Registered Nurses' Association of Ontario

Nursing Best Practice Guidelines


1.0 Nurses will acknowledge and accept the patients’ self-report of dyspnea.

1.1 All individuals identified as having dyspnea related to COPD will be assessed appropriately. Respiratory assessment should include:

  • Level of dyspnea
    • Present level of dyspnea (for patients who are able to self-report)
    • Present dyspnea should be measured using a quantitative scale such as a visual analogue or numeric rating scale
    • Present level of dyspnea (for patients who are unable to self-report) Present level of dyspnea should be measured using a quabtitative scale such as the Respiratory Distress Observation Scale (RDOS)
  • Usual level of dyspnea
  • Vital signs
  • Pulse oximetry
  • Chest auscultation
  • Chest wall movement and shape/abnormalities
  • Presence of peripheral edema
  • Accessory muscle use
  • Presence of cough and/or sputum
  • Ability to complete a full sentence
  • Level of consciousness
  • Watch for swallowing difficulties

1.2 Nurses will be able to identify stable and unstable dyspnea, and acute respiratory failure.
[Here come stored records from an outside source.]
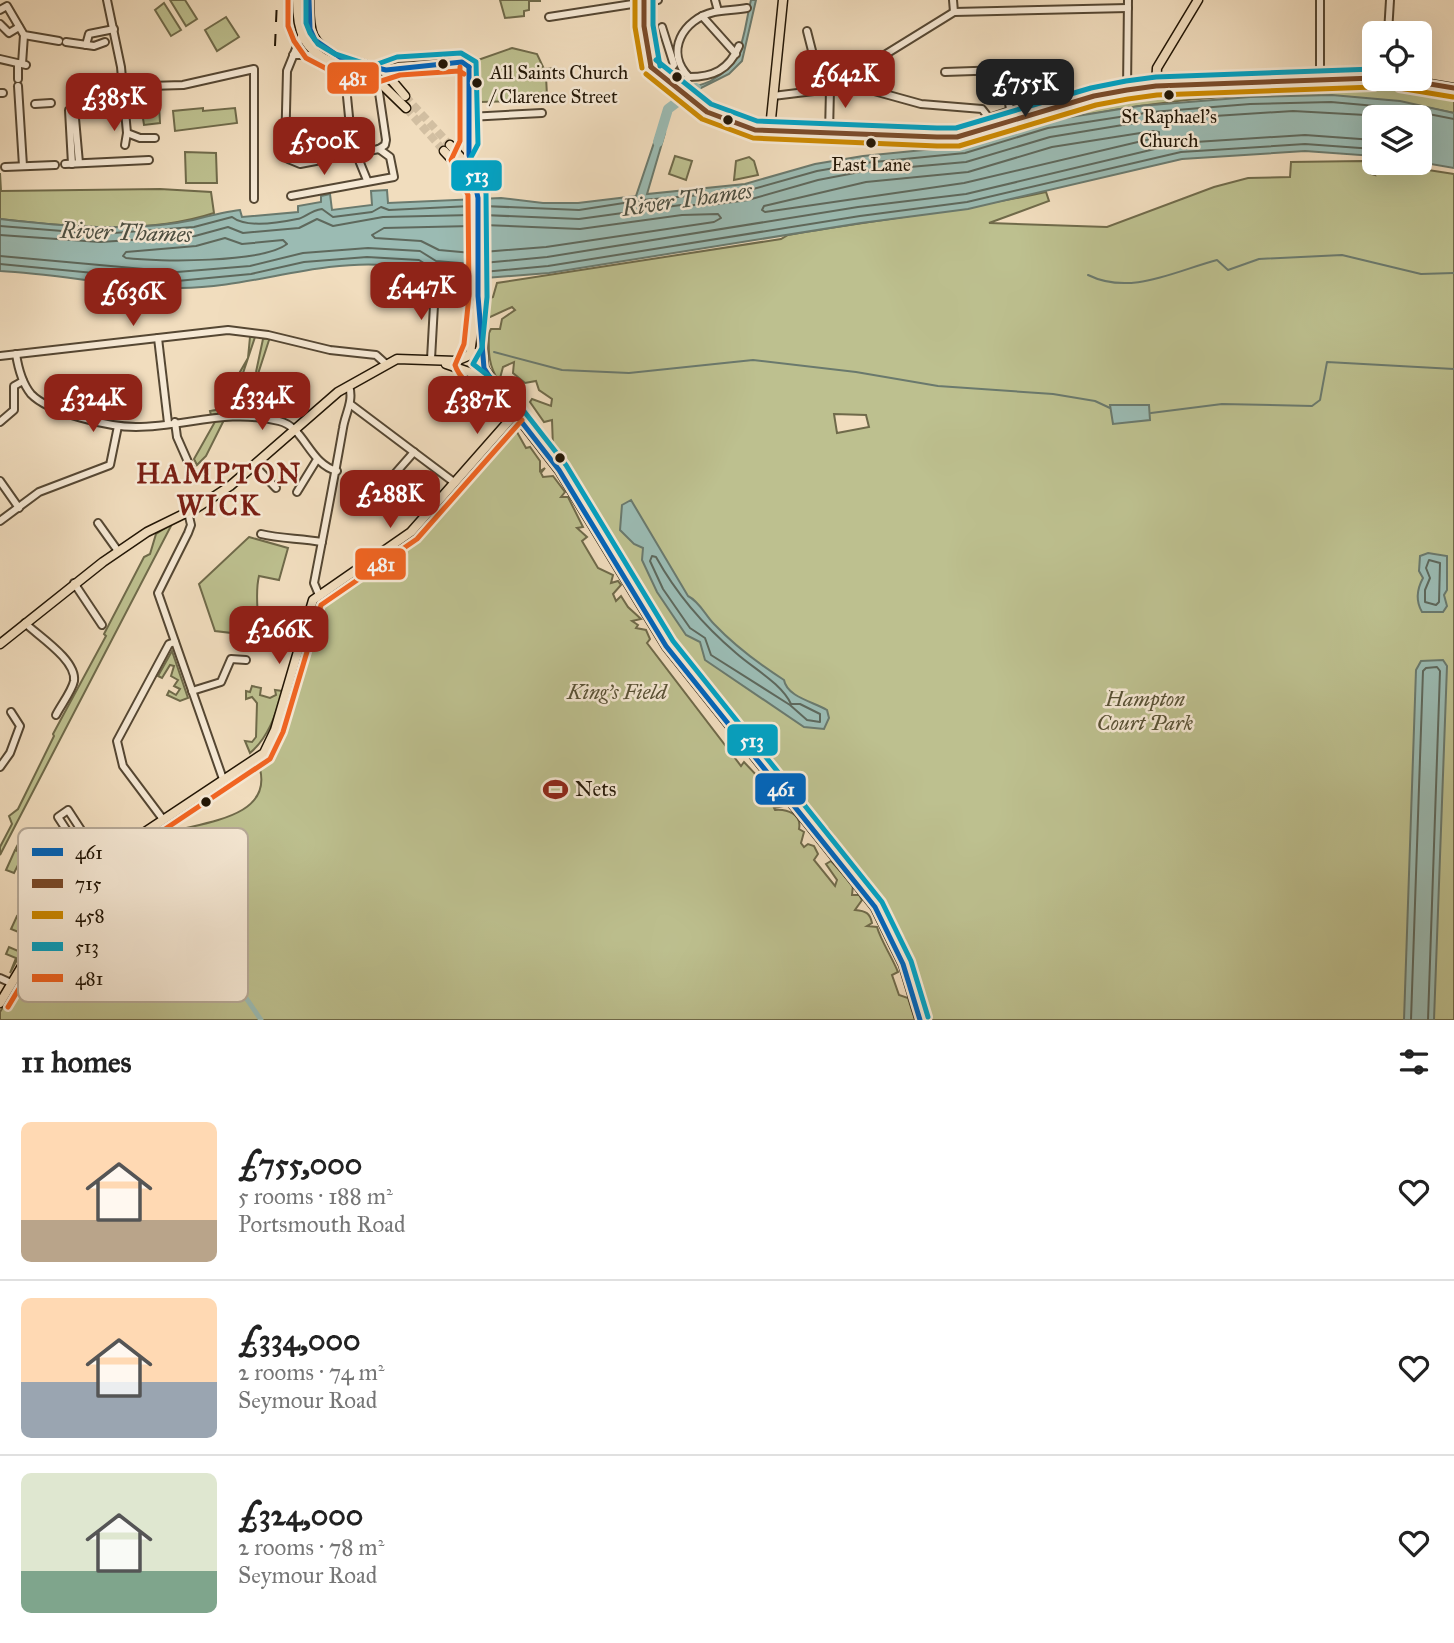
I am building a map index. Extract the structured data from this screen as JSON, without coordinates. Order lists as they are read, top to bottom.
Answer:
{
  "districts": ["HAMPTON WICK"],
  "water": ["River Thames"],
  "parks": ["King's Field", "Hampton Court Park"],
  "places": {
    "other": ["All Saints Church / Clarence Street", "St Raphael's Church", "East Lane"],
    "sports": ["Nets"]
  },
  "lines": [
    "transit line 461",
    "transit line 715",
    "transit line 458",
    "transit line 513",
    "transit line 481"
  ],
  "legend": [
    "461",
    "715",
    "458",
    "513",
    "481"
  ],
  "page": {
    "price": [
      "£642K",
      "£755K",
      "£385K",
      "£500K",
      "£447K",
      "£636K",
      "£334K",
      "£324K",
      "£387K",
      "£288K",
      "£266K"
    ],
    "heading": "11 homes",
    "list": [
      {
        "name": "£755,000",
        "note": "5 rooms · 188 m² · Portsmouth Road"
      },
      {
        "name": "£334,000",
        "note": "2 rooms · 74 m² · Seymour Road"
      },
      {
        "name": "£324,000",
        "note": "2 rooms · 78 m² · Seymour Road"
      }
    ]
  }
}
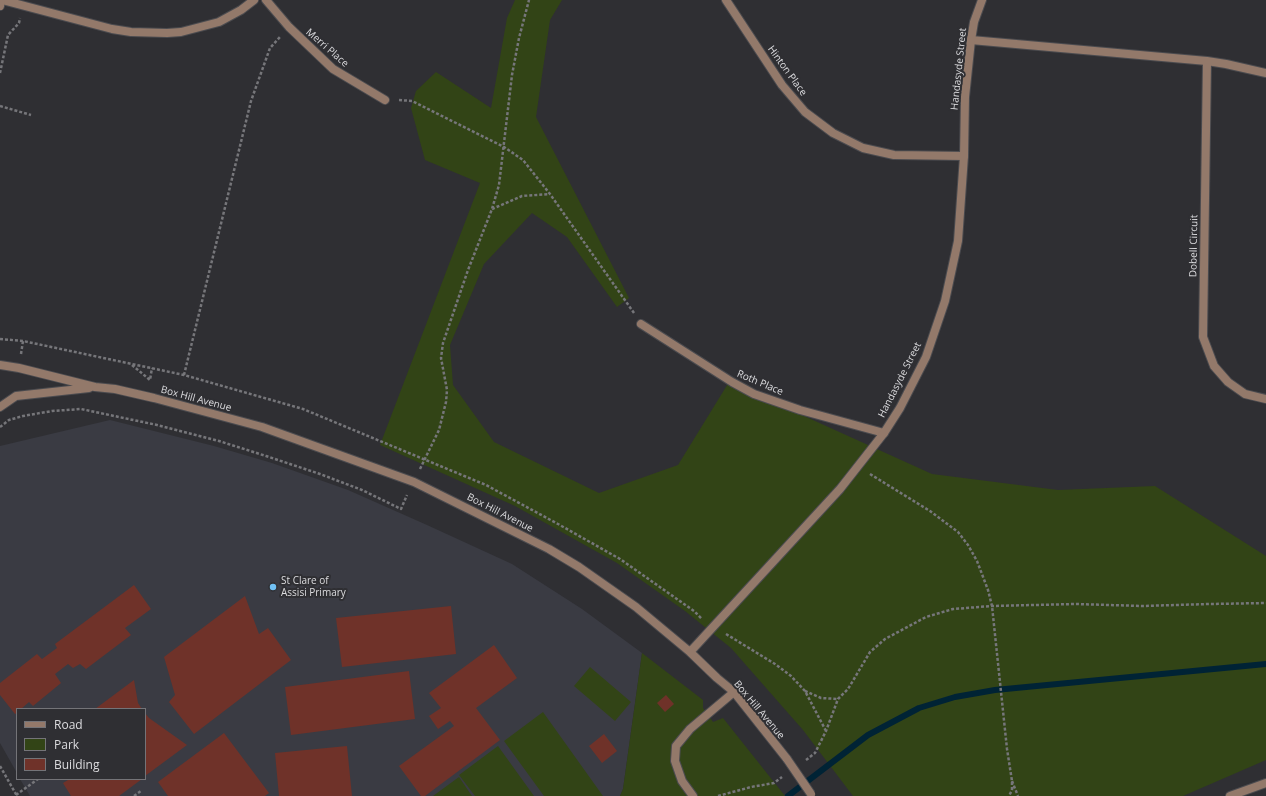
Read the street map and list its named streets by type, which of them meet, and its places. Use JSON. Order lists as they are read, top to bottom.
{
  "streets": {
    "street": [
      "Merri Place",
      "Handasyde Street",
      "Hinton Place",
      "Dobell Circuit",
      "Roth Place",
      "Box Hill Avenue"
    ]
  },
  "crossings": [
    ["Handasyde Street", "Hinton Place"],
    ["Handasyde Street", "Roth Place"],
    ["Handasyde Street", "Box Hill Avenue"]
  ],
  "places": ["St Clare of Assisi Primary"],
  "legend": ["Road", "Park", "Building"]
}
1.3 Every adult with dyspnea who has a history of smoking and is over the age of 40 should be screened to identify those most likely to be affected by COPD. As part of the basic dyspnea assessment, nurses should ask every patient:

  • Do you have progressive activity-related shortness of breath?
  • Do you have a persistent cough and sputum production?
  • Do you experience frequent respiratory tract infections?

1.4 For patients who have a history of smoking and are over the age of 40, nurses should advocate for spirometric testing to establish early diagnosis in at risk individuals.